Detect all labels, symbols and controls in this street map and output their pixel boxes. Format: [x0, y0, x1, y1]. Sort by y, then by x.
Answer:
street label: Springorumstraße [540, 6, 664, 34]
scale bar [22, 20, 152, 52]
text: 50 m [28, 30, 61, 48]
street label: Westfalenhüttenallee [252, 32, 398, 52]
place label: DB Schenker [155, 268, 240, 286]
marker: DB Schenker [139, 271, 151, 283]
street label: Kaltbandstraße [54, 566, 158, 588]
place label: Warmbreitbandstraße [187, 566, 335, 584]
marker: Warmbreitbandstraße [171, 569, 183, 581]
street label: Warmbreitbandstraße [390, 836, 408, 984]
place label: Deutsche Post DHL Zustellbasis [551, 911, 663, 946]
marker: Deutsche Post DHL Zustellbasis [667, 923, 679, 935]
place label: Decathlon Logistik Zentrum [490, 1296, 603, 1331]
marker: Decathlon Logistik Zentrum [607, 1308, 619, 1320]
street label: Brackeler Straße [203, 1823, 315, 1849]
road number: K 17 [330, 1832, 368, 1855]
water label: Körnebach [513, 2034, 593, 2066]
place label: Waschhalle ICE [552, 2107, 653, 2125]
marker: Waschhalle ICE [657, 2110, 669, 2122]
* * *
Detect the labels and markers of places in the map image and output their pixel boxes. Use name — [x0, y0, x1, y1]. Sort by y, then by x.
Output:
---
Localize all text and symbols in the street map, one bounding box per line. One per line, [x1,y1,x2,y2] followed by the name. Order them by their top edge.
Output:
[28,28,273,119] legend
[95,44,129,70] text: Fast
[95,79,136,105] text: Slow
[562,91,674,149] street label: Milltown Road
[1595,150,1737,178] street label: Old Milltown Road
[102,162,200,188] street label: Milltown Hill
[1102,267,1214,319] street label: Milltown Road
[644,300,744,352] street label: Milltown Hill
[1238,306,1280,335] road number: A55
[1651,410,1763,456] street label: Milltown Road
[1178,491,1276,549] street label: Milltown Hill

Activity → Using the material above, find each line that holds "name" and copy that line.

Output for this task →
Detect the labels and markers of places in the map image and output their pixel boxes. Use name — [x0, y0, x1, y1]. Sort by y, then by x.
Localize all text and symbols in the street map, one bounding box per line. One per line, [x1,y1,x2,y2] followed by the name. Order them by their top edge.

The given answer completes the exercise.